The next two sections will provide a basic introduction and usage of both NetEmd and Netdis.
(Extracted from Wegner et al. (2017)): NetEmd is based on the idea that the information encapsulated in the shape of the degree distribution and other network properties reflects the topological organization of the network. From an abstract point of view, NetEmd views the shape of a distribution as a property that is invariant under linear deformations i.e$.$ translations and re-scalings of the axis.
Based on the previous ideas NetEmd uses the following measure between distributions $p$ and $q$ that are supported on $\mathbb{R}$ and have non-zero, finite variances: \begin{equation}\label{emdmet} EMD^*(p,q)=\mathrm{inf}{c\in\mathbb{R}}\left( EMD\big(\tilde{p}(\cdot+c),\tilde{q}(\cdot)\big)\right), \end{equation} where $EMD$ is the earth mover's distance and $\tilde{p}$ and $\tilde{q}$ are the distributions obtained by rescaling $p$ and $q$ to have variance 1. More precisely, $\tilde{p}$ is the distribution obtained from $p$ by the transformation $x\rightarrow \frac{x}{\sigma(p)}$, where $\sigma(p)$ is the standard deviation of $p$. For probability distributions $p$ and $q$ with support in $\mathbb{R}$ and bounded absolute first moment, the $EMD$ between $p$ and $q$ is given by $EMD(p,q)=\int{-\infty}^\infty|F(x)-G(x)|\,\mathrm{d}x$, where $F$ and $G$ are the cumulative distribution functions of $p$ and $q$ respectively.
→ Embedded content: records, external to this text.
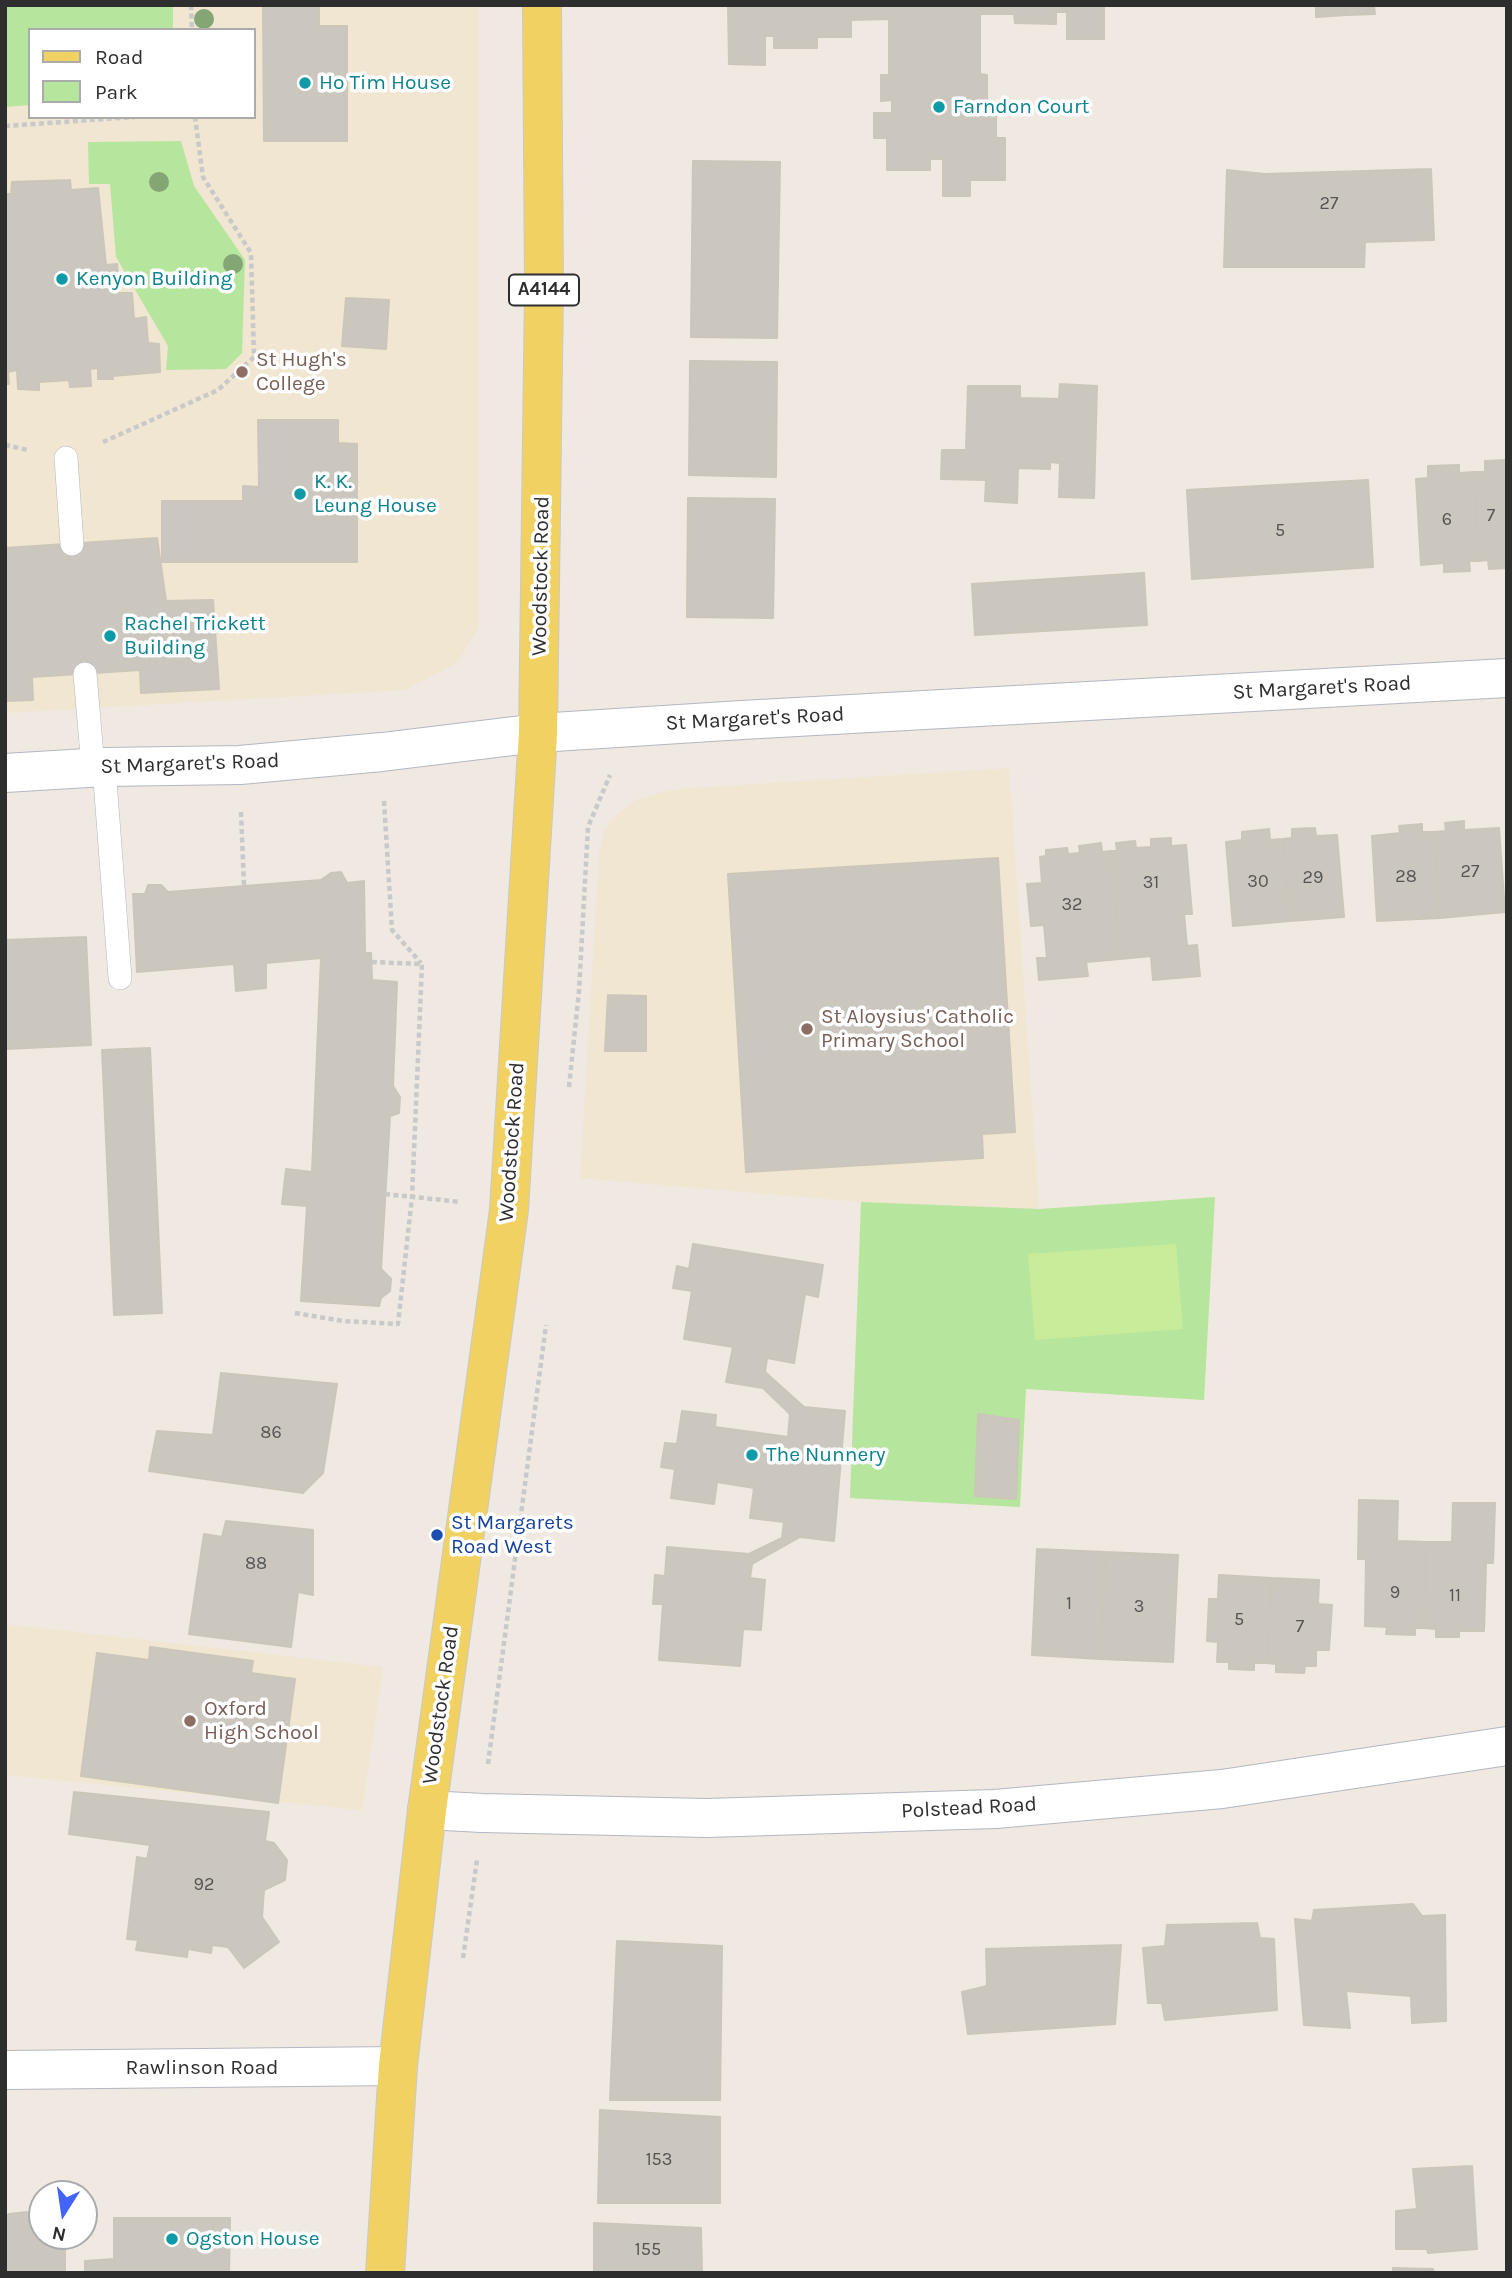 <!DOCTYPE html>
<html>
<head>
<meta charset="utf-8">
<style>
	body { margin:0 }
	#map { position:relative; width:1512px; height:2278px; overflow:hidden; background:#efe9e1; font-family:Karla,sans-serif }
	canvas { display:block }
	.frame { position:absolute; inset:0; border:7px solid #2e2e2e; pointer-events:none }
	.legend { position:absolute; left:28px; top:28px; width:228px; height:91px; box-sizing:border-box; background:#fff; border:2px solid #ababab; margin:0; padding:9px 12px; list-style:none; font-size:21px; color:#2e2e2e }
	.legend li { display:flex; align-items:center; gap:14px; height:35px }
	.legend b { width:35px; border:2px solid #ababab }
	.north { position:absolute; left:28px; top:2180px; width:70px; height:70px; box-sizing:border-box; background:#fff; border:2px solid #ababab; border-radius:50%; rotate:192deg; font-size:19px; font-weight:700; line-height:28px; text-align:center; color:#2e2e2e }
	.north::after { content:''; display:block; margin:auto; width:24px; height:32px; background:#4264fb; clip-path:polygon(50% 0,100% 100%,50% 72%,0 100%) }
</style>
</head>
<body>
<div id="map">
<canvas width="1512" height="2278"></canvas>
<div class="frame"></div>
<ul class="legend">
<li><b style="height:9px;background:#f2d163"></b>Road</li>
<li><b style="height:19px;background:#b6e59e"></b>Park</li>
</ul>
<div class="north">N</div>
</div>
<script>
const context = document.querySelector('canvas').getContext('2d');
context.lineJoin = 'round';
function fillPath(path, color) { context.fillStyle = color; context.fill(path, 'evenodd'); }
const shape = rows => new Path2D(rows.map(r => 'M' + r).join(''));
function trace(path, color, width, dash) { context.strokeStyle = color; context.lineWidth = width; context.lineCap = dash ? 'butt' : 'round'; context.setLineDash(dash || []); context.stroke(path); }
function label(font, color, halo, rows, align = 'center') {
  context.font = font + ' Karla,sans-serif'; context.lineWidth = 7; context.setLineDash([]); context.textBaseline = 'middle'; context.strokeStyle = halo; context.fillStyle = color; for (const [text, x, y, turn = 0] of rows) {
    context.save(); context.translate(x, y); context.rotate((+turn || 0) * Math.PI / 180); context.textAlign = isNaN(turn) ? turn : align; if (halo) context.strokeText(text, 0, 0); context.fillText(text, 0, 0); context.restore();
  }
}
fillPath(shape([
	[5,5,479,5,479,627,457,663,405,690,5,713],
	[30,30,254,30,254,117,30,117],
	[1009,768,1039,1209,1215,1197,1204,1400,1026,1389,1020,1507,850,1498,861,1202,580,1178,599,853,604,831,616,816,636,800,659,793,678,789],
	[5,1624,383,1667,362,1810,5,1775]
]), '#f0e6d1');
fillPath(shape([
	[5,5,173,5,173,30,30,30,30,105,5,107],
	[181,141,194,186,245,260,242,353,226,369,166,370,168,346,116,257,110,184,89,184,88,142],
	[1215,1197,1204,1400,1026,1389,1020,1507,850,1498,861,1202,1039,1209]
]), '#b6e59e');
fillPath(shape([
	[1176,1244,1183,1329,1035,1340,1028,1254]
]), '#c9ec9a');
const building = shape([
	[263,5,319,5,319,26,347,26,347,141,264,141,263,5],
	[728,5,1104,5,1104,39,1067,39,1067,12,1056,12,1056,24,1015,23,1014,14,980,14,980,74,987,75,987,114,996,114,996,138,1005,138,1005,180,970,180,970,196,943,196,943,159,930,159,930,170,887,170,887,138,874,138,874,113,892,113,892,100,881,101,881,75,889,75,889,19,851,20,851,37,817,37,817,48,774,48,774,36,765,36,765,65,729,64,728,5],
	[1316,5,1345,5,1346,15,1316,17,1316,5],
	[1345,5,1374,5,1375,14,1346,15,1345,5],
	[693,161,780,162,777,338,691,337,693,161],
	[1431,169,1434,240,1365,242,1364,267,1224,267,1227,170,1264,174,1431,169],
	[70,180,71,190,98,188,106,265,117,264,119,293,132,293,134,319,146,317,148,343,159,344,160,372,112,376,113,379,98,379,98,368,90,369,91,386,70,387,69,380,39,382,39,390,18,389,17,370,8,372,9,384,5,384,5,194,11,194,12,182,70,180],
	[346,298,389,300,386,349,342,346,346,298],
	[690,361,777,362,776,477,689,475,690,361],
	[1060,384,1097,386,1094,498,1059,497,1060,463,1050,462,1050,469,1018,468,1017,503,985,501,986,480,941,479,942,450,966,450,968,386,1020,386,1020,398,1059,399,1060,384],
	[258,420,338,420,338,443,357,444,357,562,162,562,162,501,243,501,243,486,259,487,258,420],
	[1507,460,1507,568,1489,569,1488,560,1478,561,1474,472,1485,472,1485,461,1507,460],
	[1459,465,1459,473,1474,472,1478,561,1469,561,1470,571,1444,572,1444,563,1421,565,1416,479,1428,478,1428,466,1459,465],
	[1368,480,1373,567,1192,579,1187,490,1368,480],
	[688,498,775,499,773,618,687,617,688,498],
	[157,538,166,601,213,600,219,689,141,693,140,670,32,677,33,700,5,701,5,548,157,538],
	[1144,573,1147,625,975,635,972,584,1144,573],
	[1464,821,1464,830,1499,828,1505,912,1440,918,1434,832,1446,831,1445,823,1464,821],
	[1422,824,1422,832,1434,832,1440,918,1377,921,1372,836,1400,833,1399,826,1422,824],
	[1315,828,1316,836,1337,835,1344,917,1290,921,1283,839,1292,838,1292,829,1315,828],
	[1269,829,1270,840,1283,839,1290,921,1233,926,1226,842,1242,840,1242,832,1269,829],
	[1171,838,1171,846,1186,845,1192,914,1184,914,1187,946,1197,945,1200,976,1153,980,1151,956,1120,959,1111,851,1117,851,1116,843,1135,841,1136,848,1151,847,1151,839,1171,838],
	[1101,843,1102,852,1111,851,1120,959,1086,962,1088,976,1039,980,1037,958,1047,958,1044,925,1031,926,1027,884,1042,883,1040,857,1046,856,1046,850,1067,848,1068,854,1080,853,1079,846,1101,843],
	[998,858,1015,1132,982,1134,983,1158,746,1172,728,874,998,858],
	[341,872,347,883,364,881,365,953,371,953,372,980,397,982,393,1086,400,1097,399,1113,390,1116,381,1269,391,1279,390,1291,381,1298,379,1306,301,1301,307,1206,282,1204,286,1169,312,1172,321,958,266,963,266,988,236,991,234,964,137,972,133,894,145,894,148,885,161,885,168,892,321,880,331,873,341,872],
	[86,937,91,1045,5,1049,5,940,86,937],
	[608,995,646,996,646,1051,605,1051,608,995],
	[150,1048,162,1313,114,1315,102,1050,150,1048],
	[693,1244,823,1265,818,1297,805,1294,794,1363,767,1358,765,1372,804,1407,845,1411,834,1541,800,1537,752,1564,750,1578,765,1580,761,1630,743,1629,740,1666,659,1660,663,1604,653,1604,654,1590,655,1575,665,1576,667,1547,749,1554,782,1538,784,1522,750,1518,754,1488,717,1482,714,1504,671,1498,675,1469,661,1467,665,1443,677,1444,682,1411,716,1415,715,1427,788,1437,790,1414,763,1388,726,1382,733,1347,684,1339,692,1291,673,1288,677,1266,689,1269,693,1244],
	[221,1373,337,1384,323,1473,303,1493,149,1471,157,1431,213,1435,221,1373],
	[978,1414,1019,1420,1016,1499,975,1496,978,1414],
	[1359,1500,1398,1501,1397,1541,1426,1542,1424,1628,1415,1628,1415,1635,1386,1634,1387,1627,1365,1626,1366,1559,1358,1559,1359,1500],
	[1453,1503,1495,1503,1493,1563,1486,1563,1484,1631,1459,1631,1459,1637,1436,1637,1436,1629,1424,1628,1426,1542,1452,1542,1453,1503],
	[226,1521,313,1530,313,1595,298,1592,291,1647,189,1634,204,1534,222,1537,226,1521],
	[1037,1549,1105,1552,1101,1659,1032,1655,1037,1549],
	[1105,1552,1178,1555,1173,1662,1101,1659,1105,1552],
	[1219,1575,1272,1578,1267,1663,1254,1663,1254,1670,1229,1669,1229,1662,1217,1662,1218,1642,1207,1641,1209,1599,1218,1599,1219,1575],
	[1272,1578,1319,1580,1318,1604,1332,1605,1329,1650,1316,1650,1316,1666,1305,1666,1304,1673,1276,1672,1276,1664,1267,1663,1272,1578],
	[150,1647,253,1661,251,1673,295,1679,278,1803,81,1776,97,1653,149,1660,150,1647],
	[74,1792,269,1812,265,1841,274,1843,287,1860,285,1880,264,1890,262,1917,279,1942,244,1968,228,1947,212,1945,211,1953,188,1949,187,1957,136,1950,138,1940,127,1939,137,1857,147,1859,150,1845,69,1834,74,1792],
	[1413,1904,1422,1916,1445,1915,1446,2021,1412,2023,1411,1996,1346,1991,1350,2028,1304,2025,1295,1919,1312,1921,1314,1910,1413,1904],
	[1257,1923,1260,1938,1274,1939,1277,2010,1165,2020,1162,2003,1148,2003,1143,1948,1165,1946,1167,1925,1257,1923],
	[617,1941,722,1946,720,2100,610,2100,617,1941],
	[1121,1945,1115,2024,968,2034,962,1992,987,1986,986,1949,1121,1945],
	[600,2110,720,2117,720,2203,598,2203,600,2110],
	[1472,2166,1477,2249,1428,2253,1427,2249,1396,2249,1396,2211,1417,2209,1413,2169,1472,2166],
	[27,2212,36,2224,42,2224,42,2236,65,2236,65,2273,5,2273,5,2217,9,2214,27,2212],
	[114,2218,230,2218,229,2273,85,2273,85,2261,114,2259,114,2218],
	[594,2223,701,2228,702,2273,594,2273,594,2223],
	[1393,2268,1433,2269,1434,2273,1393,2273,1393,2268]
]);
fillPath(building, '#cbc7bf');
trace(building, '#cbc5ba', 2);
const service = shape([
	[66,458,72,544],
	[85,674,93,767],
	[104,767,120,978]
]);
const minor = shape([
	[5,773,104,767,240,765,382,752,538,733],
	[427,1810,482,1813,707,1818,995,1809,1222,1789,1507,1746],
	[5,2070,398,2066]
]);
const tertiary = shape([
	[538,733,742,720,1507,678]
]);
const primary = shape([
	[385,2273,398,2066,427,1810,509,1210,538,733,544,289,542,5]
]);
trace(service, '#b4b7c1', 24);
trace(minor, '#b4b7c1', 40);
trace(tertiary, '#b4b7c1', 40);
trace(primary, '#c9c9c9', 40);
trace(shape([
	[191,5,192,30],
	[5,126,135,117],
	[103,442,218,390,254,357,251,253,203,177,195,117],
	[5,445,28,450],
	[384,801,392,930,421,963],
	[241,812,244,886],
	[569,1087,579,991,588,827,610,775],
	[385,1194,461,1202],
	[295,1313,343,1321,398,1324,412,1197,422,964,371,962],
	[488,1764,546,1325],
	[463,1958,477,1860]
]), '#c9c9c9', 4.5, [5, 3.5]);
trace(service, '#fff', 23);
trace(minor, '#fff', 38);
trace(tertiary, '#fff', 38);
trace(primary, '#f2d163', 38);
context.fillStyle = '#84a574';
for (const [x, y] of [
	[204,19],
	[159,182],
	[233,264]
]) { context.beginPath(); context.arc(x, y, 10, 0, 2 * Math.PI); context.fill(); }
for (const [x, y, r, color] of [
	[305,83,7,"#0f9aa8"],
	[939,107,7,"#0f9aa8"],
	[62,279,7,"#0f9aa8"],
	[242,372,7,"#8d6e63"],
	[300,494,7,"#0f9aa8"],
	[110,636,7,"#0f9aa8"],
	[807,1029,7,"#8d6e63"],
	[752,1455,7,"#0f9aa8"],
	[437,1535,7,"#1a4fb4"],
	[190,1721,7,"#8d6e63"],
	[172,2239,7,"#0f9aa8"]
]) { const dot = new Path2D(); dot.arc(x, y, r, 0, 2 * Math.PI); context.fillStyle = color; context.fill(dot); trace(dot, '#fff', 2.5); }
label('18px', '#555452', null, [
	["27",1329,204],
	["7",1491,516],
	["6",1447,520],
	["5",1280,531],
	["27",1470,872],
	["28",1406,877],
	["29",1313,878],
	["30",1258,882],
	["31",1151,883],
	["32",1072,905],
	["86",271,1433],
	["88",256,1564],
	["9",1395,1593],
	["11",1455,1596],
	["1",1069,1604],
	["3",1139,1607],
	["5",1239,1620],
	["7",1300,1627],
	["92",204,1885],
	["153",659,2160],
	["155",648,2250]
]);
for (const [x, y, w] of [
	[544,290,70]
]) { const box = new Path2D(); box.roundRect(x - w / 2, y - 15.5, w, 31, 5); context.fillStyle = '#fff'; context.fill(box); trace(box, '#2e2e2e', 2); }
label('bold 19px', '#2e2e2e', null, [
	["A4144",544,290]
]);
label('21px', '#0d838f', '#fff', [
	["Ho Tim House",319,83],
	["Farndon Court",953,107],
	["Kenyon Building",76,279],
	["K. K.",314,482],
	["Leung House",314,506],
	["Rachel Trickett",124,624],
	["Building",124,648],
	["The Nunnery",766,1455],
	["Ogston House",186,2239]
], 'left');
label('21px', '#785e54', '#fff', [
	["St Hugh's",256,360],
	["College",256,384],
	["St Aloysius' Catholic",821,1017],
	["Primary School",821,1041],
	["Oxford",204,1709],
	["High School",204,1733]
], 'left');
label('21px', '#2e2e2e', '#fff', [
	["Woodstock Road",541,576,-89],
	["St Margaret's Road",1322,688,-3],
	["St Margaret's Road",755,719,-3],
	["St Margaret's Road",190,764,-2],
	["Woodstock Road",512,1142,-86],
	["Woodstock Road",441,1705,-82],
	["Polstead Road",969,1808,-3],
	["Rawlinson Road",202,2068]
]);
label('21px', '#164399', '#fff', [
	["St Margarets",451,1523],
	["Road West",451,1547]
], 'left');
</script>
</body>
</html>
Now, for two networks $G$ and $G'$ and for a given set $T={t_1,t_2,...,t_m}$ of network features, the $NetEmd$ measure corresponding to $T$ is: \begin{equation}\label{eq:def_netemd} NetEmd_T(G,G')=\frac{1}{m}\sum_{j=1}^{m} NetEmd_{t_j} (G,G'), \end{equation} where \begin{equation} NetEmd_{t_i} (G,G')=EMD^*(p_{t_i}(G),p_{t_i}(G')), \end{equation} and where $p_{t_i}(G)$ and $p_{t_i}(G')$ are the distributions of ${t_i}$ on $G$ and $G'$ respectively. $NetEmd_{t_i}$ can be shown to be a pseudometric between graphs for any feature $t$, that is it is non-negative, symmetric and satisfies the triangle inequality.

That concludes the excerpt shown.